Add second condition

To create complex rules, add a second set of conditions that further filter the message types to which the rule applies. In this tutorial, the rule applies to messages from the specified sender that contain the specified subject line.

To add a second condition to a rule:

  1. Navigate to the right of the first line of the condition and click the plus button () to add a second condition line.

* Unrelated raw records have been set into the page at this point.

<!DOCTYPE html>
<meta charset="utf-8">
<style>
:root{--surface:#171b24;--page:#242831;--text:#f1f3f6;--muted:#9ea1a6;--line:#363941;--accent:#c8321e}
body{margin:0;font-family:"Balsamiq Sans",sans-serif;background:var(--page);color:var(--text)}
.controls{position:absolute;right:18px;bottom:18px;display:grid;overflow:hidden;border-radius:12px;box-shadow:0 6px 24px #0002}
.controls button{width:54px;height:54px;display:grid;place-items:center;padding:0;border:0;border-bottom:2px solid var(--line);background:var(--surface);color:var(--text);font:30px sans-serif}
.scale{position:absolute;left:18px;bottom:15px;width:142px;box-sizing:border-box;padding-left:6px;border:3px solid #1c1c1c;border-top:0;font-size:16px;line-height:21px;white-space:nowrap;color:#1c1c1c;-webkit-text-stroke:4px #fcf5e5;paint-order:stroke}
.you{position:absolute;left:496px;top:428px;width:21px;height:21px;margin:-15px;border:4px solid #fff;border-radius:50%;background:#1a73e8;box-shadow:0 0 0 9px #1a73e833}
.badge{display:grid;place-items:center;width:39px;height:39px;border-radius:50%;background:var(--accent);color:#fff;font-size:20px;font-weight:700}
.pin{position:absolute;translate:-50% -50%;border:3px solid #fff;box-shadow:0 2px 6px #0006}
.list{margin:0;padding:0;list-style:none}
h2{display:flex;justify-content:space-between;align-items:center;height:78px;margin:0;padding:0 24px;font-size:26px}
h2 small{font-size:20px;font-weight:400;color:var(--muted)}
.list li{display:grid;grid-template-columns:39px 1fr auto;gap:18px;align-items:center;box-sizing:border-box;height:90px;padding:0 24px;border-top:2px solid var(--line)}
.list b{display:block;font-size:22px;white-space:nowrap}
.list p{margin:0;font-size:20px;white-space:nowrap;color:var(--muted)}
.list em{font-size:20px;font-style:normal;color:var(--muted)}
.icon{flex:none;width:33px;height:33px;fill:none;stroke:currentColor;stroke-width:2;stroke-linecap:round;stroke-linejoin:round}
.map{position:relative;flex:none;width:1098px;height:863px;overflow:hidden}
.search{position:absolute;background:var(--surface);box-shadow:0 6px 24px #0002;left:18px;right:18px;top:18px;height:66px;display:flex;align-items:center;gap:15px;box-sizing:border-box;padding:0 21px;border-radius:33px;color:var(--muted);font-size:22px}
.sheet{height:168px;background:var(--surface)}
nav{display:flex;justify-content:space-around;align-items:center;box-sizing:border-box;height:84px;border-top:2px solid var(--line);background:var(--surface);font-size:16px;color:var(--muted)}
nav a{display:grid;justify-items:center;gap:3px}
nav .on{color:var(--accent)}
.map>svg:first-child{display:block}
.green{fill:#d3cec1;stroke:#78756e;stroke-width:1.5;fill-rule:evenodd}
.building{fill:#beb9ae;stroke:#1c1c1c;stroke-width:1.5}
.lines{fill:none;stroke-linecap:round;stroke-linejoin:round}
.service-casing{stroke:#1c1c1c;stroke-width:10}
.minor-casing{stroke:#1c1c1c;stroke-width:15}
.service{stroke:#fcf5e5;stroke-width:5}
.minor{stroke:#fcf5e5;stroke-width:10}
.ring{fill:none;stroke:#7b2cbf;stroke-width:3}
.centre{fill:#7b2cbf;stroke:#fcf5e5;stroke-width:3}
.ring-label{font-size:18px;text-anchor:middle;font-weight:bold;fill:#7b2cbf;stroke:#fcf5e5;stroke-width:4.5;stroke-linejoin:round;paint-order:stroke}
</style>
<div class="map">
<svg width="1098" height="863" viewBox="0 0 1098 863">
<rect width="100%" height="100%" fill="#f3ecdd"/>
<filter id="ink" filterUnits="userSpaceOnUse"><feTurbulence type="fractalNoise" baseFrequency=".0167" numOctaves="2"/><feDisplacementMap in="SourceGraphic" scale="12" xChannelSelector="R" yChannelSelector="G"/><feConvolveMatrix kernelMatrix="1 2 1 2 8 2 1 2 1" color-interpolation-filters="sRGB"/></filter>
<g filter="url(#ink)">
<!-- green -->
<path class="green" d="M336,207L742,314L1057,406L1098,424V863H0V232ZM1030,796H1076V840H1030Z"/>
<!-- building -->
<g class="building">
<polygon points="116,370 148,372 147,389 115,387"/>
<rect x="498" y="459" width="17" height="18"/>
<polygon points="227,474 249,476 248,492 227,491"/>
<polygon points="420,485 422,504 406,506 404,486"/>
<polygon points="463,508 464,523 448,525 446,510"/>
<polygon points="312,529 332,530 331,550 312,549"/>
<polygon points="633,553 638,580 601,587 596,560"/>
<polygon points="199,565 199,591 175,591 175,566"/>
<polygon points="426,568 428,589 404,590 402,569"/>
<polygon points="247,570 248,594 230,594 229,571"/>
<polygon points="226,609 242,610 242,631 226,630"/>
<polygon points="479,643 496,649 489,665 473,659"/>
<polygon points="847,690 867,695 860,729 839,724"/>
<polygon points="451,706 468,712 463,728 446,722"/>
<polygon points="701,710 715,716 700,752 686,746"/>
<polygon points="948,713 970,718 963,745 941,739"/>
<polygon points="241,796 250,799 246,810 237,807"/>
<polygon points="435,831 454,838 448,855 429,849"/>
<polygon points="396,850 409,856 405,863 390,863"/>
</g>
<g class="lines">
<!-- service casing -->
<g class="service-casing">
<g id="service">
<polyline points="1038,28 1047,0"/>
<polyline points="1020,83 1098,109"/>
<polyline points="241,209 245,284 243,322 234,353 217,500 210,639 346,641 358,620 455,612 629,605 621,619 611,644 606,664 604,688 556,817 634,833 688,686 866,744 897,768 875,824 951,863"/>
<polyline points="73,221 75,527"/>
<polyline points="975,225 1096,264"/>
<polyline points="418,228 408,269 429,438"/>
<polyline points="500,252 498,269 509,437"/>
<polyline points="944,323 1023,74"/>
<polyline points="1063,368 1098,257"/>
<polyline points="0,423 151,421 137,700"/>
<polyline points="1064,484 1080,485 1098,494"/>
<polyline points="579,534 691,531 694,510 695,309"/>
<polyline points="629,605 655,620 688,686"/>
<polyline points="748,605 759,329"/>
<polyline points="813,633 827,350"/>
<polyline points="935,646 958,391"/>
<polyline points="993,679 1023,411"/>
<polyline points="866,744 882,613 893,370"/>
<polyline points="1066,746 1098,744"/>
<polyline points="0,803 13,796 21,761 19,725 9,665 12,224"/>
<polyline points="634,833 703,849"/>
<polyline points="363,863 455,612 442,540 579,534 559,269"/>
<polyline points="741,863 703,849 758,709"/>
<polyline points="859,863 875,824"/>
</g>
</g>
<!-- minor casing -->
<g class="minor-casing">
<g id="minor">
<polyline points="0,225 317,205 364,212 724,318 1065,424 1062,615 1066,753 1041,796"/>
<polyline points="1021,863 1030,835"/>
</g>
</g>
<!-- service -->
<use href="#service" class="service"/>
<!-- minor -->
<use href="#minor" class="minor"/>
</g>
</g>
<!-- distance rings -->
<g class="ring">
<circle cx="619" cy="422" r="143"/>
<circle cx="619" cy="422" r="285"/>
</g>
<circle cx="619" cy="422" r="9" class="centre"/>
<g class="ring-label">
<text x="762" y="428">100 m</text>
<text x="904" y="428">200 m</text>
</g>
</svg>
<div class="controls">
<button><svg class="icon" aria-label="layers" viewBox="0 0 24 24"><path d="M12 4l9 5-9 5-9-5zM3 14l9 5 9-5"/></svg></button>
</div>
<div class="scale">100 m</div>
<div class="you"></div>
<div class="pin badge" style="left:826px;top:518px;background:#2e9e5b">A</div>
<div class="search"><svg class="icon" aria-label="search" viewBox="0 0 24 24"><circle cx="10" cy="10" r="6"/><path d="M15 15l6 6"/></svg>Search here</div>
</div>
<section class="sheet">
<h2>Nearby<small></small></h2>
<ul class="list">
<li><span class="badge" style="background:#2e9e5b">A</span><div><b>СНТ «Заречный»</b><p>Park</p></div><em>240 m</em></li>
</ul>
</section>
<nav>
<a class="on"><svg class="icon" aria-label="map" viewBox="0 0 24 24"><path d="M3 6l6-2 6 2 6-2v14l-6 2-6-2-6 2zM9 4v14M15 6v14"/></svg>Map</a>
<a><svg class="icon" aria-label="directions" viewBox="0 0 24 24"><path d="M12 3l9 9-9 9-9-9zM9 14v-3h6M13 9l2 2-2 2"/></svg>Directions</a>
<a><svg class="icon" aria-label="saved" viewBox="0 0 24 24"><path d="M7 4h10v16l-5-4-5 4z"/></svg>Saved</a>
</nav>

  2. In the second conditions section, select the first drop-down arrow and select Subject

  3. Select the second drop-down arrow and select contains

  4. If the message is open, the box next to the box contains automatically filled with the subject line of the email. Otherwise, enter this information manually. For example, enter Example of a bank statement

Add an action to perform

Now it’s time to select the action to be performed on the messages selected by the rule conditions. In this example, messages that meet the sender and subject rule conditions are marked in red.

To add an action to a rule:

  1. In chapter Do the following select the first drop-down arrow and select Set color

  2. Select the second drop-down arrow and select by text

  3. Select the third drop-down arrow and select red

  4. Click Okay to save the new rule.

You can add more than one action, just like you can add more than one condition. Use different criteria to fine-tune the effectiveness of a rule.

The new rule applies to all subsequent messages you receive. All information including, for example, the From and Subject information specified in the line is shown in red text.

If you want the new rule to handle the current contents of your mailbox, click Command+A to select all messages in the mailbox, go to the menu mail and select Message and select Apply rules

Postal rules are universal. You can create complex rules with multiple conditions and multiple actions. You can also create multiple rules that work together to process messages.